Copy out exactly the lines from the start of the data to the line containing "width:84px; height:84px; fill:#fffc;". Include both.
================================
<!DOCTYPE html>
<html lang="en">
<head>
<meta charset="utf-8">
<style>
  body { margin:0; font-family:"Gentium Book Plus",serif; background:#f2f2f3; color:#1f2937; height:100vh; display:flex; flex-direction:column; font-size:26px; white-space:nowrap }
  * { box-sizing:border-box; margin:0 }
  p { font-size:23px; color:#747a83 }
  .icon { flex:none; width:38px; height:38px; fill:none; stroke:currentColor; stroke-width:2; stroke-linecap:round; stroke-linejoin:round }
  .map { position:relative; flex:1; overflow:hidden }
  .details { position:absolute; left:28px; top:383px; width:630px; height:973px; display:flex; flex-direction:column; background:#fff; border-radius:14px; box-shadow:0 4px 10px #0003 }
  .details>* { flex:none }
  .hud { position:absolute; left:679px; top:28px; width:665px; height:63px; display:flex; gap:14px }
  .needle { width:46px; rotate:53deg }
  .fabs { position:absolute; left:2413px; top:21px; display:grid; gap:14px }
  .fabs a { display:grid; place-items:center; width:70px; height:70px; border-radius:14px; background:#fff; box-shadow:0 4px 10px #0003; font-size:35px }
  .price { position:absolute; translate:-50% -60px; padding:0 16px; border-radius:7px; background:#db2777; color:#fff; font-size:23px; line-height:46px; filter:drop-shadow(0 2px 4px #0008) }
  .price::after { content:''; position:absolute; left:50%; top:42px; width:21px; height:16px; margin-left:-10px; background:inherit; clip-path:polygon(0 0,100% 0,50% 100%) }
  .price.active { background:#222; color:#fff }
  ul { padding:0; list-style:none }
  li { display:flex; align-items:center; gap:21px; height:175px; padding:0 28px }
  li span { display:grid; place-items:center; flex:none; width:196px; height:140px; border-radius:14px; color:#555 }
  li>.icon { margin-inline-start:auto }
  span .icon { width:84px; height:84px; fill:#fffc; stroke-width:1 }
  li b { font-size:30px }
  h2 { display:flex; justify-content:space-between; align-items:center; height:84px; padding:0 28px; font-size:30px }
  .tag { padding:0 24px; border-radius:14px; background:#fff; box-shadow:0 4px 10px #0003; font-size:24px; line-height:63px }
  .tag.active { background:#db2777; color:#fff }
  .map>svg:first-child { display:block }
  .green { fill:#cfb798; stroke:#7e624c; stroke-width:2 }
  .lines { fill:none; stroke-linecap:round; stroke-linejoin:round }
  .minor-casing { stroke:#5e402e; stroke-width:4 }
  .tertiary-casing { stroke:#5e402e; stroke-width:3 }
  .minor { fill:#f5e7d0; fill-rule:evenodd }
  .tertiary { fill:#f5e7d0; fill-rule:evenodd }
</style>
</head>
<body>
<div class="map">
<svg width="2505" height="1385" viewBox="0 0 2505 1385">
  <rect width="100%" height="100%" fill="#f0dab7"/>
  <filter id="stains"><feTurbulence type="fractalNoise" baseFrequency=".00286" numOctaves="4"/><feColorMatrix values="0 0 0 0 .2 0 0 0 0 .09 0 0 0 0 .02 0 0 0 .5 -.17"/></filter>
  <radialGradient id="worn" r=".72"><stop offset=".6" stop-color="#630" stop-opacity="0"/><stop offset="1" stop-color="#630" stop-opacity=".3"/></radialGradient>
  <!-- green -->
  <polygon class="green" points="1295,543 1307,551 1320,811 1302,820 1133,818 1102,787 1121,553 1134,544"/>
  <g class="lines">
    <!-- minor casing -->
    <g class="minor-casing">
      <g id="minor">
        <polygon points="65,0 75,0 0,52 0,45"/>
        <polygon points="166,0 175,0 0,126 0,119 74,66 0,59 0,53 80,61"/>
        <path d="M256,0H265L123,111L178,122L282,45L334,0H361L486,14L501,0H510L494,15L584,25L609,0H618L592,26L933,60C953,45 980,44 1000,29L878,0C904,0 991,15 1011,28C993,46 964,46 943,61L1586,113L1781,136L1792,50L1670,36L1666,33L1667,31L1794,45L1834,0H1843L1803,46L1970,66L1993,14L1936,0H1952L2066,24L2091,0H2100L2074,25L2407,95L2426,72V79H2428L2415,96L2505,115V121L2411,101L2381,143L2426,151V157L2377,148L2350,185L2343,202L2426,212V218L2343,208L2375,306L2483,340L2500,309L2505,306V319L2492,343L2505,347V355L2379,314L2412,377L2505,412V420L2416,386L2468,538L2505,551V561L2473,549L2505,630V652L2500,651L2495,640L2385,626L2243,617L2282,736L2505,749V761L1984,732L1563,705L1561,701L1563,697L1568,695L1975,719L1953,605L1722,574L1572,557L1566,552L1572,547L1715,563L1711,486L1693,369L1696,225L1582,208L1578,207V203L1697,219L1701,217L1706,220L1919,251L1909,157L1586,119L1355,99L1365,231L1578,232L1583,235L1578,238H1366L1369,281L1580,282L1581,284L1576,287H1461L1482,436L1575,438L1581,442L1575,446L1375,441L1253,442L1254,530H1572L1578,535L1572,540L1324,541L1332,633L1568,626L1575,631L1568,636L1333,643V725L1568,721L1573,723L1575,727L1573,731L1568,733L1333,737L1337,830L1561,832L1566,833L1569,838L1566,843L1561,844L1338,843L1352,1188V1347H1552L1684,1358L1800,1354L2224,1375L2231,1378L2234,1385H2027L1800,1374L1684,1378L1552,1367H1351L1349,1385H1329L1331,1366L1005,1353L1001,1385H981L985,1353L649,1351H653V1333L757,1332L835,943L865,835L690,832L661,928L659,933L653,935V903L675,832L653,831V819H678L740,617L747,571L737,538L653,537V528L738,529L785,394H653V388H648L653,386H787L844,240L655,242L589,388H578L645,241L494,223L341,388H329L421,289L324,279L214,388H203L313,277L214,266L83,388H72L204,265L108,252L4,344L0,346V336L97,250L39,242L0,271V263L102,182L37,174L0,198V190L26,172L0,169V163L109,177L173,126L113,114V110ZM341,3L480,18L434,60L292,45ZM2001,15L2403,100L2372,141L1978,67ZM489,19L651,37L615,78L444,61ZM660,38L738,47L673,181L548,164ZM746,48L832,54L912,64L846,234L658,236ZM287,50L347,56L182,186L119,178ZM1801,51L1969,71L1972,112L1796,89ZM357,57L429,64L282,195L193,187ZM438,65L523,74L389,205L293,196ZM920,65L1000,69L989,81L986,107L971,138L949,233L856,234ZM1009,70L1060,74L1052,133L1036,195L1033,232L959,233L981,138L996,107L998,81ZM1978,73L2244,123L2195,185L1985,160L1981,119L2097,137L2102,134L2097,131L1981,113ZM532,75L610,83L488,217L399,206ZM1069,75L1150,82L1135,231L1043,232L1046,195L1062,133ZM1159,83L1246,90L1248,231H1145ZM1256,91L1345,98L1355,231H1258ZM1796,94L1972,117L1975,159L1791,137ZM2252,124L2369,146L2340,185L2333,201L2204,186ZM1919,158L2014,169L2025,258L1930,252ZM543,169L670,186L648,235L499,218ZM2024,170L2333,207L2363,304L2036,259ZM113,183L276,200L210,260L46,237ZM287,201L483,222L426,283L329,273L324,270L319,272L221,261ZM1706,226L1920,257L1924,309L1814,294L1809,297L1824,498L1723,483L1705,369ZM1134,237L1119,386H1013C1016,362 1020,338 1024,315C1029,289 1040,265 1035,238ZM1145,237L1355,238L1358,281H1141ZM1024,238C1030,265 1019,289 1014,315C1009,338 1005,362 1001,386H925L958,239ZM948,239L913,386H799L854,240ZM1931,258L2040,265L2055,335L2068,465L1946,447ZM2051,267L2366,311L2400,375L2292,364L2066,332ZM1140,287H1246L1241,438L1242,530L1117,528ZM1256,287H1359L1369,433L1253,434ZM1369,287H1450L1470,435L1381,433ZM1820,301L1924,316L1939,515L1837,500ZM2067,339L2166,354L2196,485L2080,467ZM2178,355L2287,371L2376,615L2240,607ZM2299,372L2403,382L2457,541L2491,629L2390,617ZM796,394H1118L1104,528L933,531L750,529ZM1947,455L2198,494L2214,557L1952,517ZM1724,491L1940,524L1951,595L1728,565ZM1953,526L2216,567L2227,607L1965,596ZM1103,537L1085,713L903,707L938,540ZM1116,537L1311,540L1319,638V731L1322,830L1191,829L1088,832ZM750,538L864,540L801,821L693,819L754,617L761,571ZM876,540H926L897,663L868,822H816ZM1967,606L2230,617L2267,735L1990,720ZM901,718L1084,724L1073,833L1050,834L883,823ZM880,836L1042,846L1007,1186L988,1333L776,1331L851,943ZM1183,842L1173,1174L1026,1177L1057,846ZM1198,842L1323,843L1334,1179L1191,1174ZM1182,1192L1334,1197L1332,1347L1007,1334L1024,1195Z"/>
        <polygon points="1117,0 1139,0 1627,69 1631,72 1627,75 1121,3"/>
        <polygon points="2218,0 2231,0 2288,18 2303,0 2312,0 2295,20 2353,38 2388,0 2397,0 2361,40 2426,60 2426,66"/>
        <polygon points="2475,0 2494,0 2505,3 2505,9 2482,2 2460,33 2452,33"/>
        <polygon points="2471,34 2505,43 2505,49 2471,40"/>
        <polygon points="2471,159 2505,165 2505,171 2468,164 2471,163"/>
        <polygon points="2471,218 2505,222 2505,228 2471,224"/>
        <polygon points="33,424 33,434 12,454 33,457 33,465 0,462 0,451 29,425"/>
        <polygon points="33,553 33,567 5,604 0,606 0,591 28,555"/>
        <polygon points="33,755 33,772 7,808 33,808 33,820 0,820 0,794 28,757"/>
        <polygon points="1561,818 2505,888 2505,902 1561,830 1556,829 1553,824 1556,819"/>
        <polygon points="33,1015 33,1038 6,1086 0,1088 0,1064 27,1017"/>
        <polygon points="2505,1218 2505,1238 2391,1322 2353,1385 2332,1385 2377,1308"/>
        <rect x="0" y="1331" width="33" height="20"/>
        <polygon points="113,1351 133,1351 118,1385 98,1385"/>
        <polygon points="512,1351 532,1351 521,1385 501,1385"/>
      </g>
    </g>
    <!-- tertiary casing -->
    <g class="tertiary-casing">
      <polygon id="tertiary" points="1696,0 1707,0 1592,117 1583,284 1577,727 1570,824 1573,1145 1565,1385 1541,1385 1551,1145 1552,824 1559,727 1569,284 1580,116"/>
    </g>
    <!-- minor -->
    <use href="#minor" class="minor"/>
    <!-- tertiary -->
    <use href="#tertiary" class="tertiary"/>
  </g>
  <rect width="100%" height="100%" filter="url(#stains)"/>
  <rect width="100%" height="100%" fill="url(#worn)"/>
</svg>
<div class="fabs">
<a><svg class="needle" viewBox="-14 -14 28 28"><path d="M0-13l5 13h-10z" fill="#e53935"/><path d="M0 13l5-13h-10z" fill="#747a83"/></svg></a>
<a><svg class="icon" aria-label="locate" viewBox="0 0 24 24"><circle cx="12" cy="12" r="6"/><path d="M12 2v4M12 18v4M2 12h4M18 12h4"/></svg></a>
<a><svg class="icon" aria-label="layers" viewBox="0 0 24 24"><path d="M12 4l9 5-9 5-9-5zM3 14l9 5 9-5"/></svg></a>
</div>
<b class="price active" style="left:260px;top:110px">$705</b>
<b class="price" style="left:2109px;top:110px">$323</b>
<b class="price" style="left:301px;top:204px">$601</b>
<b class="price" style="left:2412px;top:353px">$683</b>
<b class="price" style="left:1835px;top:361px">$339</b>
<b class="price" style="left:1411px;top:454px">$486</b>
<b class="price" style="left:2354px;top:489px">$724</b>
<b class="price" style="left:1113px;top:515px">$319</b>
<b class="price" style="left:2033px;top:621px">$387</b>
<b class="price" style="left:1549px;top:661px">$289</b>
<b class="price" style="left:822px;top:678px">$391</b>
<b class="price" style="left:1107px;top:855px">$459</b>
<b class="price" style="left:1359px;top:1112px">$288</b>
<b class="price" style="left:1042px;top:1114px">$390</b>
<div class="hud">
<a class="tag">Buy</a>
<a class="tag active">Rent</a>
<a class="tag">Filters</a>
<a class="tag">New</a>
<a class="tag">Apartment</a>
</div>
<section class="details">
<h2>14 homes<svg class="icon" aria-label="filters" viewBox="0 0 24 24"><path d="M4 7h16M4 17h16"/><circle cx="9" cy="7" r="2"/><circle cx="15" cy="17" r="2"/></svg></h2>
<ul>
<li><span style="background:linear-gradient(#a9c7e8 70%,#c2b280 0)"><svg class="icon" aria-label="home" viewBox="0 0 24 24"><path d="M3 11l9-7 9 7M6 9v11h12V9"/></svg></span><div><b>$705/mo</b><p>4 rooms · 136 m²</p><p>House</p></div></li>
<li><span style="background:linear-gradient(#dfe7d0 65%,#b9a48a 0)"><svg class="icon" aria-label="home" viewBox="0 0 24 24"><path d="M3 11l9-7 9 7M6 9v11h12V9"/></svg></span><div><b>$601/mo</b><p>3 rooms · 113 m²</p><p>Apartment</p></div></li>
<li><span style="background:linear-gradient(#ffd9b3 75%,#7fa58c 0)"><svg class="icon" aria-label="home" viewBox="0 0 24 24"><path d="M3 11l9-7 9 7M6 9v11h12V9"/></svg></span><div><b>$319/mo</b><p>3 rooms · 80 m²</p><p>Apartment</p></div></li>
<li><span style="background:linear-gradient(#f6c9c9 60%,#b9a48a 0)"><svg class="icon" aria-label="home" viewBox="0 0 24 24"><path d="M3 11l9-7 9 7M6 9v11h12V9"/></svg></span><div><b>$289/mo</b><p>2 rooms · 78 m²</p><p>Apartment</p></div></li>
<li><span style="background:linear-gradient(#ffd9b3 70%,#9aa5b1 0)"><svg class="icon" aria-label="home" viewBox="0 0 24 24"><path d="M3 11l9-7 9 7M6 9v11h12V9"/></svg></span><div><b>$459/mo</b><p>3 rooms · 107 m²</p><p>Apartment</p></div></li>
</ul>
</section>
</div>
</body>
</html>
================================
[RESULT OF THIS TASK]
<!DOCTYPE html>
<html lang="en">
<head>
<meta charset="utf-8">
<style>
  body { margin:0; font-family:"Gentium Book Plus",serif; background:#f2f2f3; color:#1f2937; height:100vh; display:flex; flex-direction:column; font-size:26px; white-space:nowrap }
  * { box-sizing:border-box; margin:0 }
  p { font-size:23px; color:#747a83 }
  .icon { flex:none; width:38px; height:38px; fill:none; stroke:currentColor; stroke-width:2; stroke-linecap:round; stroke-linejoin:round }
  .map { position:relative; flex:1; overflow:hidden }
  .details { position:absolute; left:28px; top:383px; width:630px; height:973px; display:flex; flex-direction:column; background:#fff; border-radius:14px; box-shadow:0 4px 10px #0003 }
  .details>* { flex:none }
  .hud { position:absolute; left:679px; top:28px; width:665px; height:63px; display:flex; gap:14px }
  .needle { width:46px; rotate:53deg }
  .fabs { position:absolute; left:2413px; top:21px; display:grid; gap:14px }
  .fabs a { display:grid; place-items:center; width:70px; height:70px; border-radius:14px; background:#fff; box-shadow:0 4px 10px #0003; font-size:35px }
  .price { position:absolute; translate:-50% -60px; padding:0 16px; border-radius:7px; background:#db2777; color:#fff; font-size:23px; line-height:46px; filter:drop-shadow(0 2px 4px #0008) }
  .price::after { content:''; position:absolute; left:50%; top:42px; width:21px; height:16px; margin-left:-10px; background:inherit; clip-path:polygon(0 0,100% 0,50% 100%) }
  .price.active { background:#222; color:#fff }
  ul { padding:0; list-style:none }
  li { display:flex; align-items:center; gap:21px; height:175px; padding:0 28px }
  li span { display:grid; place-items:center; flex:none; width:196px; height:140px; border-radius:14px; color:#555 }
  li>.icon { margin-inline-start:auto }
  span .icon { width:84px; height:84px; fill:#fffc; stroke-width:1 }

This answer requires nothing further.